Week 15

Isaac Rembrant

Week 15 — The Binding of Isaac


Genesis 22 read with Jewish eyes
Genesis 22:1 — The test
וְהָאֱלֹהִים נִסָּה אֶת־אַבְרָהָם׃
Literally: And God tested Abraham.
The Hebrew word nisah means: to test, to try. Not to gather information. God already knows who Abraham is. The test reveals something. Not to God alone, but to Abraham himself.

“Take your son”
קַח־נָא אֶת־בִּנְךָ אֶת־יְחִידְךָ אֲשֶׁר־אָהַבְתָּ אֶת־יִצְחָק׃
Literally: Take your son, your only one, whom you love, Isaac.
The sentence slows deliberately. Son. Only one. Love. Isaac. As if the text allows the weight of each word to be felt.

Moriah
וְלֶךְ־לְךָ אֶל־אֶרֶץ הַמֹּרִיָּה
And go, for yourself, to the land of Moriah.
The words lech-lecha sound again — the same words as in Genesis 12. Abraham’s journey turns out not to be over. Calling does not end after fulfillment.

Abraham rises early
וַיַּשְׁכֵּם אַבְרָהָם בַּבֹּקֶר
And Abraham rose early in the morning.
No discussion. No protest. The text offers no inner explanation. That makes it all the more arresting.

Isaac speaks
וַיֹּאמֶר יִצְחָק אֶל־אַבְרָהָם אָבִיו אָבִי
And Isaac said to Abraham his father: My father.
For the first time, Isaac speaks at length.
וְאַיֵּה הַשֶּׂה לְעֹלָה׃
And where is the lamb for the offering?
The question hangs in the text.

“God will provide”
אֱלֹהִים יִרְאֶה־לּוֹ הַשֶּׂה
God will see / provide for Himself the lamb.
The Hebrew ra’ah means both to see and to provide. God sees ahead. God provides. It is not Abraham who ultimately carries the solution.

The binding
וַיַּעֲקֹד אֶת־יִצְחָק בְּנוֹ
And he bound Isaac, his son.
In Jewish tradition this chapter is therefore called: the Aqedah — the binding. Notably: the emphasis is not on death, but on boundedness.

The voice
אַל־תִּשְׁלַח יָדְךָ אֶל־הַנַּעַר
Do not stretch out your hand against the boy.
At the decisive moment, a voice sounds again. The test does not end in death, but in interruption.

The ram
וְהִנֵּה־אַיִל אַחַר
And behold: a ram behind him.
The sacrifice is replaced. That is crucial. Genesis 22 does not end with human sacrifice, but with its prevention.

“The LORD will provide”
יְהוָה יִרְאֶה
The LORD will provide / see.
The place receives a name. What was first fear becomes memory.

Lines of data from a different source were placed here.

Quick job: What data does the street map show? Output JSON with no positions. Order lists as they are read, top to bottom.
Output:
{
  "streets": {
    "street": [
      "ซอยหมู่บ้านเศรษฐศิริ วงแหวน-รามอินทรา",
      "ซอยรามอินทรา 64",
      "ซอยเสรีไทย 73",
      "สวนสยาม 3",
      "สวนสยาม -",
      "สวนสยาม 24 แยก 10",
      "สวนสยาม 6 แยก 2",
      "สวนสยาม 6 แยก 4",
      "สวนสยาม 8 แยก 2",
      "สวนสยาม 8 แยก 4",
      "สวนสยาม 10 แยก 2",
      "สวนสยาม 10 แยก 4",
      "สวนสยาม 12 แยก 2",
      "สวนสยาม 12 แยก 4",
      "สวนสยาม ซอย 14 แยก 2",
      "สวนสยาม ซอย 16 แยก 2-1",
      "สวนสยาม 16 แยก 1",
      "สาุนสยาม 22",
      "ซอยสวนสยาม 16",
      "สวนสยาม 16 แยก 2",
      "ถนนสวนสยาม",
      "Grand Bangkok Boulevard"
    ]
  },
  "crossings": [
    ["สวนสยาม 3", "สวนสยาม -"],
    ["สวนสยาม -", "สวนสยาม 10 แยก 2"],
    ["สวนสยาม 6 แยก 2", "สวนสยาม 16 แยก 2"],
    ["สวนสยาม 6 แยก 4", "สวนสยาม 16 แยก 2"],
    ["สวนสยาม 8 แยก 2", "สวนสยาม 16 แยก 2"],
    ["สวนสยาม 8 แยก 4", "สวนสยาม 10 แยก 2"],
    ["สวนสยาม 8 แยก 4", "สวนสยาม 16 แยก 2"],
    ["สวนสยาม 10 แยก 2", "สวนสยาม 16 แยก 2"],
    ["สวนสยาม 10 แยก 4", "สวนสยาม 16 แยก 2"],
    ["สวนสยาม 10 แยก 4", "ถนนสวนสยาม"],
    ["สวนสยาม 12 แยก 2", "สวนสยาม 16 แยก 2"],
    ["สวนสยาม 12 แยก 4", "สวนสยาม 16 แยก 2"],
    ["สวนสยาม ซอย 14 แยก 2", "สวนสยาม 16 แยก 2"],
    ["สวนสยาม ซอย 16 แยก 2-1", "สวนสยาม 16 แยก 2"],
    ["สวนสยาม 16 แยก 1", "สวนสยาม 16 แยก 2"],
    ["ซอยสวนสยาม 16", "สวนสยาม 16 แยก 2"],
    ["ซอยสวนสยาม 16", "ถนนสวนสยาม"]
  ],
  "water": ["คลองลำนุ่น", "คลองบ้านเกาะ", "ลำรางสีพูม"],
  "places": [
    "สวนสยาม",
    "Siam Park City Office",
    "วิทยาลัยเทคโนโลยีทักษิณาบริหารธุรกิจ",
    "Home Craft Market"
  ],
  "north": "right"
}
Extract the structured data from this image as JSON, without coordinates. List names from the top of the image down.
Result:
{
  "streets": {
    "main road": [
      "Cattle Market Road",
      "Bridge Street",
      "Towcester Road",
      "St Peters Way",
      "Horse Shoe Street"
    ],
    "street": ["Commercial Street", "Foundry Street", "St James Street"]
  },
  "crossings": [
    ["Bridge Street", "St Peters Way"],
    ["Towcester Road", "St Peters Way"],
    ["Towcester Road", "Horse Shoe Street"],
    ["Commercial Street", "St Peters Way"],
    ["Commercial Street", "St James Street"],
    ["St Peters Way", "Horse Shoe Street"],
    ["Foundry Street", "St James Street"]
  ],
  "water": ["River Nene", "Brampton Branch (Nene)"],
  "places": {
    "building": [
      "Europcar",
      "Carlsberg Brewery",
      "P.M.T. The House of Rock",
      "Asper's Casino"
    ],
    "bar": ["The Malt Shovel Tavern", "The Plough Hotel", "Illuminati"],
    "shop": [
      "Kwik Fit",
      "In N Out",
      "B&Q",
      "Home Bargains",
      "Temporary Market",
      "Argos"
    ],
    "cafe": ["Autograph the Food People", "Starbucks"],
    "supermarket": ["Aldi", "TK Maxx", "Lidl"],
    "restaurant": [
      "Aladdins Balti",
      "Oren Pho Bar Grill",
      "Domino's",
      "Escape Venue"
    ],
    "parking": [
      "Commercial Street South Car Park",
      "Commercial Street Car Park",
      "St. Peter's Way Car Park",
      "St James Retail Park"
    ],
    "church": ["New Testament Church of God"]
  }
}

A corrective to Greek reading
A Greek or modern reading often seeks:
  • moral explanation
  • psychological analysis
  • individual obedience
But the Hebrew text moves differently:
  • trust in the midst of tension
  • returning the promise to God
  • a God who ultimately stops the sacrifice
  • faith as relational surrender
Genesis 22 does not glorify violence. It limits it.

Reading with Jewish eyes
Genesis 22 teaches perhaps this: Even the promise may not become a possession. Isaac ultimately does not belong to Abraham, but to God. And perhaps that is the deepest test: not whether Abraham is willing to lose, but whether he is willing to trust when he can no longer hold on to anything.

Closing question
What am I holding so tightly that I can barely entrust it to anyone?

2 thoughts on “Week 15”

  1. Henk Blenkers
    Who or what is this God who asks to kill the son, the Son? I know the orthodox Christian answer that implies the will of God to kill in order to fulfill a promise, or rather: to realize it.
    Yet that thought ‘chafes’. Paul was looking for a way before and in his time. Why should that road have authority for our time without an appeal to sola scriptura?
    Readers of our time yearn for an answer.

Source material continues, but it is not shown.